Two artificial intelligence models underperform on examinations in a veterinary curriculum

Michelle C. Coleman, DVM, PhD, DACVIM mccole@uga.edu

and James N. Moore, DVM, PhD

DOI:: https://doi.org/10.2460/javma.23.12.0666

Volume/Issue:: Volume 262: Issue 5

Received:: 05 Dec 2023
Accepted:: 08 Jan 2024
Online Publication Date:: 21 Feb 2024

Open access

Abstract

OBJECTIVE

Advancements in artificial intelligence (AI) and large language models have rapidly generated new possibilities for education and knowledge dissemination in various domains. Currently, our understanding of the knowledge of these models, such as ChatGPT, in the medical and veterinary sciences is in its nascent stage. Educators are faced with an urgent need to better understand these models in order to unleash student potential, promote responsible use, and align AI models with educational goals and learning objectives. The objectives of this study were to evaluate the knowledge level and consistency of responses of 2 platforms of ChatGPT, namely GPT-3.5 and GPT-4.0.

SAMPLE

A total of 495 multiple-choice and true/false questions from 15 courses used in the assessment of third-year veterinary students at a single veterinary institution were included in this study.

METHODS

The questions were manually entered 3 times into each platform, and answers were recorded.

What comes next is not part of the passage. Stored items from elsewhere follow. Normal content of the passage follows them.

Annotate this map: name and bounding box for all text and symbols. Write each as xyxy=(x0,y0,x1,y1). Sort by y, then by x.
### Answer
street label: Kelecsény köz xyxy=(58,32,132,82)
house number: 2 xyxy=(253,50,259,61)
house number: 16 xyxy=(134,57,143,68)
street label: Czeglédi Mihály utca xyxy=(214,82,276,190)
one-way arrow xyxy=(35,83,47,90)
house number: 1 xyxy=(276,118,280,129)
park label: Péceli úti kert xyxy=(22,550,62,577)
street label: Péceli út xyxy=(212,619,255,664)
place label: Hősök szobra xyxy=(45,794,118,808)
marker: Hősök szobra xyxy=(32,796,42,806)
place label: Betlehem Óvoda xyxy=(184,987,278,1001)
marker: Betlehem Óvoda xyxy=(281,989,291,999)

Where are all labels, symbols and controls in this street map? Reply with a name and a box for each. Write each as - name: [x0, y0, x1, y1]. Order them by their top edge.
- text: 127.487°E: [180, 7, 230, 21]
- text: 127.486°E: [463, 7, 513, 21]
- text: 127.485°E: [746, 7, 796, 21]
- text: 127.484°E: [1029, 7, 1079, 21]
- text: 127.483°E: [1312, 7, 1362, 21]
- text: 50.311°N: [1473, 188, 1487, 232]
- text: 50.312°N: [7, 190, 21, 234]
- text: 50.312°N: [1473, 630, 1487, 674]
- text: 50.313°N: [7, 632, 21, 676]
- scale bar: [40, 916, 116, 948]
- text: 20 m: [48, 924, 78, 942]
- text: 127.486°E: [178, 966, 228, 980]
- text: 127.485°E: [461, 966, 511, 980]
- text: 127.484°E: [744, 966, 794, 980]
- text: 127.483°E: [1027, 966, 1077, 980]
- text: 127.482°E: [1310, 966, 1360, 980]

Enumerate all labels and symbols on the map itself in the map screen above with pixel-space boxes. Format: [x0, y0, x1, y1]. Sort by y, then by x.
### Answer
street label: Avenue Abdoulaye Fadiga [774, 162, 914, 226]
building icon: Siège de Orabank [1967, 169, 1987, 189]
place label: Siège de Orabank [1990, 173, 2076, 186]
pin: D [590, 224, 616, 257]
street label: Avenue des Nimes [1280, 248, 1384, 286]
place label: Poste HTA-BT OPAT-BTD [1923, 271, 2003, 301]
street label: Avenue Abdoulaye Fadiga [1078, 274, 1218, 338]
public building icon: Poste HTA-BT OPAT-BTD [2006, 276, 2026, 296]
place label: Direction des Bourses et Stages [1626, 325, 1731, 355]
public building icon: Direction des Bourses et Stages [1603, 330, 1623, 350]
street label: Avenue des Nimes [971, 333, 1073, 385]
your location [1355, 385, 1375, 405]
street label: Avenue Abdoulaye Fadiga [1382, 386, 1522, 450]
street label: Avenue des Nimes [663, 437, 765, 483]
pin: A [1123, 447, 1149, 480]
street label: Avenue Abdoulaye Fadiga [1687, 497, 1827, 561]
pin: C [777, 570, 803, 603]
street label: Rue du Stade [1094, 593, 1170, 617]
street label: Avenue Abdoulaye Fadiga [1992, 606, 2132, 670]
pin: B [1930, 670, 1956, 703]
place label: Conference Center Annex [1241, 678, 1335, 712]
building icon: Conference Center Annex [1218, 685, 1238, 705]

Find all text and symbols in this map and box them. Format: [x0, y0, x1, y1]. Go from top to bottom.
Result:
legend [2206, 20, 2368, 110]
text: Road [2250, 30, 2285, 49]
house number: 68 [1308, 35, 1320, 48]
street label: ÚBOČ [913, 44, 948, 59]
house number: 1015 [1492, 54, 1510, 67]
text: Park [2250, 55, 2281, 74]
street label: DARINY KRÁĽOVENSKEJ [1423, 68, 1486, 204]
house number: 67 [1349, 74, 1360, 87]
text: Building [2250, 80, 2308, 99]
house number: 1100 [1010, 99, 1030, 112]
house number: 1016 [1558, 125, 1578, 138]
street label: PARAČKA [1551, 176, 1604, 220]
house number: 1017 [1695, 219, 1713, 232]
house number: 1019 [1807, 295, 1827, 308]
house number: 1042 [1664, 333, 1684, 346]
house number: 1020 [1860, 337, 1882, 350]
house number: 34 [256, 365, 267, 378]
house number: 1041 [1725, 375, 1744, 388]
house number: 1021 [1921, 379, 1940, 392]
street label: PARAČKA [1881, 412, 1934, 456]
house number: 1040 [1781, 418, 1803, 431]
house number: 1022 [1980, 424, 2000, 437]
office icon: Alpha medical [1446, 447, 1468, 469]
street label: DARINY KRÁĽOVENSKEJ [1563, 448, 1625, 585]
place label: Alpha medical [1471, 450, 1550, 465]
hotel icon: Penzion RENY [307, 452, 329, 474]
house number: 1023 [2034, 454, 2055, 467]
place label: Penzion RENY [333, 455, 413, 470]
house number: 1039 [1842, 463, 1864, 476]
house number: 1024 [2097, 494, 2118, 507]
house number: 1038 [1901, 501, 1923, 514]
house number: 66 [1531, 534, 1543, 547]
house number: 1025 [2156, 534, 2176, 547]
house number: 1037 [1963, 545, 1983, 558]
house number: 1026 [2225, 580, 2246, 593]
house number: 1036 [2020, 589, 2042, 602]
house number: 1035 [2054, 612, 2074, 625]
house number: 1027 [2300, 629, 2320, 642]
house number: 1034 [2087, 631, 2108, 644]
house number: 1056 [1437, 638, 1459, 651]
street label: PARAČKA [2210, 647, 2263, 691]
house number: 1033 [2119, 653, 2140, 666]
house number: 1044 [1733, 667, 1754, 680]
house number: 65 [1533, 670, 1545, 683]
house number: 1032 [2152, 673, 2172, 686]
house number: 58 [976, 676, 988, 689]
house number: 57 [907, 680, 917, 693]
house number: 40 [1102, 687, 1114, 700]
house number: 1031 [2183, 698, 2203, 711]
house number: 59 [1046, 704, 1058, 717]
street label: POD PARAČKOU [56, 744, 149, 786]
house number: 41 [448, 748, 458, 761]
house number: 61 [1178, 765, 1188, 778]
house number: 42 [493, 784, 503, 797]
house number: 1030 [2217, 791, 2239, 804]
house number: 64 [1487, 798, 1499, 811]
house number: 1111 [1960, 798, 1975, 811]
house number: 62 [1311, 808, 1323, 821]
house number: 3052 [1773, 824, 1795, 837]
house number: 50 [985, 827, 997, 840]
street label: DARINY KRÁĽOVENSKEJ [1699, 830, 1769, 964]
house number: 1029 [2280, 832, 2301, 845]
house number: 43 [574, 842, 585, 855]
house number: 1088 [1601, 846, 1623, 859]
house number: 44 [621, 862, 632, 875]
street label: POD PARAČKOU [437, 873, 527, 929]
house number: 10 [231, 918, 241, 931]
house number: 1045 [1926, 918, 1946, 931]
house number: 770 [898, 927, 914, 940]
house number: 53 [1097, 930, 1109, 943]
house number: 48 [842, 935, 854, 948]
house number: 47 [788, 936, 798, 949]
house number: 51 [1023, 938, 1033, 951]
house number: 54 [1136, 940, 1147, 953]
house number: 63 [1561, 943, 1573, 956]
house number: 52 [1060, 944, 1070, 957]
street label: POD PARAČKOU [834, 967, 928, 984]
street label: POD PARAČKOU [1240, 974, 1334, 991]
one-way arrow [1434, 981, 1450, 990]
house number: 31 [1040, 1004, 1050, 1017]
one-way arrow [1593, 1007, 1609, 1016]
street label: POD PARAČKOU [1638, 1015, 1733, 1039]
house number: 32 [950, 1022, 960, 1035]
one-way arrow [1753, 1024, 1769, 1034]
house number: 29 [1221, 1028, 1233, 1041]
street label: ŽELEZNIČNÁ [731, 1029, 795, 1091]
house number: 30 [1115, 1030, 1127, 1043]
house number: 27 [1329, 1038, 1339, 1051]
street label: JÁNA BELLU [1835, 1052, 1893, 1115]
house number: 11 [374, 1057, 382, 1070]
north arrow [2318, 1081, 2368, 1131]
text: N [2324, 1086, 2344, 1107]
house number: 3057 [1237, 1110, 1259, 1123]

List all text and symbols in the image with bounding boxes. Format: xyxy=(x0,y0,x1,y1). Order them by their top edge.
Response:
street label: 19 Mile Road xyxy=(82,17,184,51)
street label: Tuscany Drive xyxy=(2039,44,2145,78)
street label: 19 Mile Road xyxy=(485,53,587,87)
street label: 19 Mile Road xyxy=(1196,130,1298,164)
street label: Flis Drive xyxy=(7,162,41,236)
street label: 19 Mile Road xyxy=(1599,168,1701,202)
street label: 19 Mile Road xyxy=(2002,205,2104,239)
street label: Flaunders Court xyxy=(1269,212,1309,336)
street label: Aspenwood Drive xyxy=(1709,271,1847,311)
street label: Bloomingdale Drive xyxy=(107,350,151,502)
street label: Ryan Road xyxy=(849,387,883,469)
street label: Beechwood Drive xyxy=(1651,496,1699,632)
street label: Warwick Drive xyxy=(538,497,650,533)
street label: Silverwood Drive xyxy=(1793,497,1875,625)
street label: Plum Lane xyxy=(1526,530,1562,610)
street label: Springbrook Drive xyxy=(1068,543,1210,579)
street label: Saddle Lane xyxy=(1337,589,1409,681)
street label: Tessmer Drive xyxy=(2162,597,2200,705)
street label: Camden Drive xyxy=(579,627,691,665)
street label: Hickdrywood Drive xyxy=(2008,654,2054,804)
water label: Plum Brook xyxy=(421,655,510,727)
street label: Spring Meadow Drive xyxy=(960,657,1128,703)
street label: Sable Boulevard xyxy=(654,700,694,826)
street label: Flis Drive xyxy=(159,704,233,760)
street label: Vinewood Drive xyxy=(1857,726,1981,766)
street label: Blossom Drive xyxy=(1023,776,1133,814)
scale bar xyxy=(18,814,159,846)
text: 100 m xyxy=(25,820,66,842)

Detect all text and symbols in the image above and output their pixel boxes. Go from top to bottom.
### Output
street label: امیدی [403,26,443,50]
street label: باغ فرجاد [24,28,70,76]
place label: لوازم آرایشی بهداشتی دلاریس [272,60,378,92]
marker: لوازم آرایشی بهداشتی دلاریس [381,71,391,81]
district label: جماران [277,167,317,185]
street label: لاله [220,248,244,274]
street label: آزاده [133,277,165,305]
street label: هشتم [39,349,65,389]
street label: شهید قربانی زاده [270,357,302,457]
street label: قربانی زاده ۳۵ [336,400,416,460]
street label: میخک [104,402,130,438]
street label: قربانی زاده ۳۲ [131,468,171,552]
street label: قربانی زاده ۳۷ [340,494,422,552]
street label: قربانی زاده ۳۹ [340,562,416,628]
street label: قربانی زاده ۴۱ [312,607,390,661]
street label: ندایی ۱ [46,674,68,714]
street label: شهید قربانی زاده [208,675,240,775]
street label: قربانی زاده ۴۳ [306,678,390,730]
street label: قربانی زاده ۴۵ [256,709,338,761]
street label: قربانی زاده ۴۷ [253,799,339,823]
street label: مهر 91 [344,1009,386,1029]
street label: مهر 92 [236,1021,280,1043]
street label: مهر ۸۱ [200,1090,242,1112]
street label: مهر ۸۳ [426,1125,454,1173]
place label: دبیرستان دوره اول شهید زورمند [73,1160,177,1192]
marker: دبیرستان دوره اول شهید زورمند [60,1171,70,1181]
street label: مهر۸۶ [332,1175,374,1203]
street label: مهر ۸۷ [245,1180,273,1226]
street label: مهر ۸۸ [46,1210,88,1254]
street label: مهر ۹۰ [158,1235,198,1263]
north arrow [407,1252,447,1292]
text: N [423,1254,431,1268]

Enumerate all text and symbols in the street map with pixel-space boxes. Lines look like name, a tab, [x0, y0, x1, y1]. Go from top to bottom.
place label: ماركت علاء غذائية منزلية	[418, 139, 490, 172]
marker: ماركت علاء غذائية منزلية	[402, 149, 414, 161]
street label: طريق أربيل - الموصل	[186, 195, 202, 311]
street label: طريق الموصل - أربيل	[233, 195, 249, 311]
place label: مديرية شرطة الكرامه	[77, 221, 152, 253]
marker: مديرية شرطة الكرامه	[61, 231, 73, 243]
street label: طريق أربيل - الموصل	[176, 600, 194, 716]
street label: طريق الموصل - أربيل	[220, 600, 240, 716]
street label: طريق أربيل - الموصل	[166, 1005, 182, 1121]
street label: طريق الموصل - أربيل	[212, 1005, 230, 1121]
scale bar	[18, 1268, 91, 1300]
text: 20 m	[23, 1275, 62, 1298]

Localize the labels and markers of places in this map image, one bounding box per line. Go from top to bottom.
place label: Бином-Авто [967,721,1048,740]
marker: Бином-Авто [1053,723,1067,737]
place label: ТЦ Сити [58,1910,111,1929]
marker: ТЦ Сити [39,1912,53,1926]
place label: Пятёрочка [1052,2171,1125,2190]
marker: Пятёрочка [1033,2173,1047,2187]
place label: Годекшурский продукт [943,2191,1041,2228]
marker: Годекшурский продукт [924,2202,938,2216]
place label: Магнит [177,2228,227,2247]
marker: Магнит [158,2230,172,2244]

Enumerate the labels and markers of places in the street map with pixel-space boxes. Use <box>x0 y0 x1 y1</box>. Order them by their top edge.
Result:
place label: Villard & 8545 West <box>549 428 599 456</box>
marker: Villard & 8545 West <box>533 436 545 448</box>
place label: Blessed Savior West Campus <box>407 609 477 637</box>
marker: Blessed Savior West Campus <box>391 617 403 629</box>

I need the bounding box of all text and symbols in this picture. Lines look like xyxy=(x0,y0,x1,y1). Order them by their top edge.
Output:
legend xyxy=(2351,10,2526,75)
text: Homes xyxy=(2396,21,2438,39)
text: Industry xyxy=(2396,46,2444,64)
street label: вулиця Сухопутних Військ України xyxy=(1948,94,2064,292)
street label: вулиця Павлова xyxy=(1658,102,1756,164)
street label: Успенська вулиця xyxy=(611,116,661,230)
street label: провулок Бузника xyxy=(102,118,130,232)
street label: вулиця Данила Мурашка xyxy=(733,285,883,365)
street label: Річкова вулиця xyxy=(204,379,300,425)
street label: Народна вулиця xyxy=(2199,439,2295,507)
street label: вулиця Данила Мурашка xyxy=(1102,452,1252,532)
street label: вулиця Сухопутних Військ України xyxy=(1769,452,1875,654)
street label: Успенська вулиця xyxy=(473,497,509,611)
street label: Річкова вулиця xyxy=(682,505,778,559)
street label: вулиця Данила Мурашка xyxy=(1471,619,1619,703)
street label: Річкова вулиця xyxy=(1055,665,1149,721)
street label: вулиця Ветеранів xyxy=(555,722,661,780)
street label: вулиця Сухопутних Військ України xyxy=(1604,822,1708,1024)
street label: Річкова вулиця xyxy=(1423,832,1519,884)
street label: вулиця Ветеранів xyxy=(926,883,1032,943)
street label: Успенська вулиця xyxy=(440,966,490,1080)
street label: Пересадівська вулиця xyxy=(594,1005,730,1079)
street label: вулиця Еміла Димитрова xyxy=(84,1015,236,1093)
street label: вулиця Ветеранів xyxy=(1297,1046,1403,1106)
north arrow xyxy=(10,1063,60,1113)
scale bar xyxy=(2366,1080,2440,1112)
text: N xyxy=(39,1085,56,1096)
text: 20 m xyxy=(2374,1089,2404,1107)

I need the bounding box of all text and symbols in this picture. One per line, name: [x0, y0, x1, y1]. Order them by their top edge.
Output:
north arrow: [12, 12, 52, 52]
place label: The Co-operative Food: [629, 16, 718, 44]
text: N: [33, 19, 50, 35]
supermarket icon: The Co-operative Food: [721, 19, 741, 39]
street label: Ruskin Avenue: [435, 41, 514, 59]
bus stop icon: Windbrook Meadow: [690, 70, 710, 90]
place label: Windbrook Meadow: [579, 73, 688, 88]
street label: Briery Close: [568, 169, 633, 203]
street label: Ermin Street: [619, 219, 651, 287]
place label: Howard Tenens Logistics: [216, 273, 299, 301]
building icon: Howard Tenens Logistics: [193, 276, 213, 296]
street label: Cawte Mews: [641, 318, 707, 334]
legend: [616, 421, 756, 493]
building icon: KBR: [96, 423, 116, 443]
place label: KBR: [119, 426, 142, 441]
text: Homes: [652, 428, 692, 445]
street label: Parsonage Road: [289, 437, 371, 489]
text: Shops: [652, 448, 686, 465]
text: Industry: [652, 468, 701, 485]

These answers were then compared against those provided by the faculty members coordinating the courses.

RESULTS

GPT-3.5 achieved an overall performance score of 55%, whereas GPT-4.0 had a significantly (P < .05) greater performance score of 77%. Importantly, the performance scores of both platforms were significantly (P < .05) below that of the veterinary students (86%).

CLINICAL RELEVANCE

Findings of this study suggested that veterinary educators and veterinary students retrieving information from these AI-based platforms should do so with caution.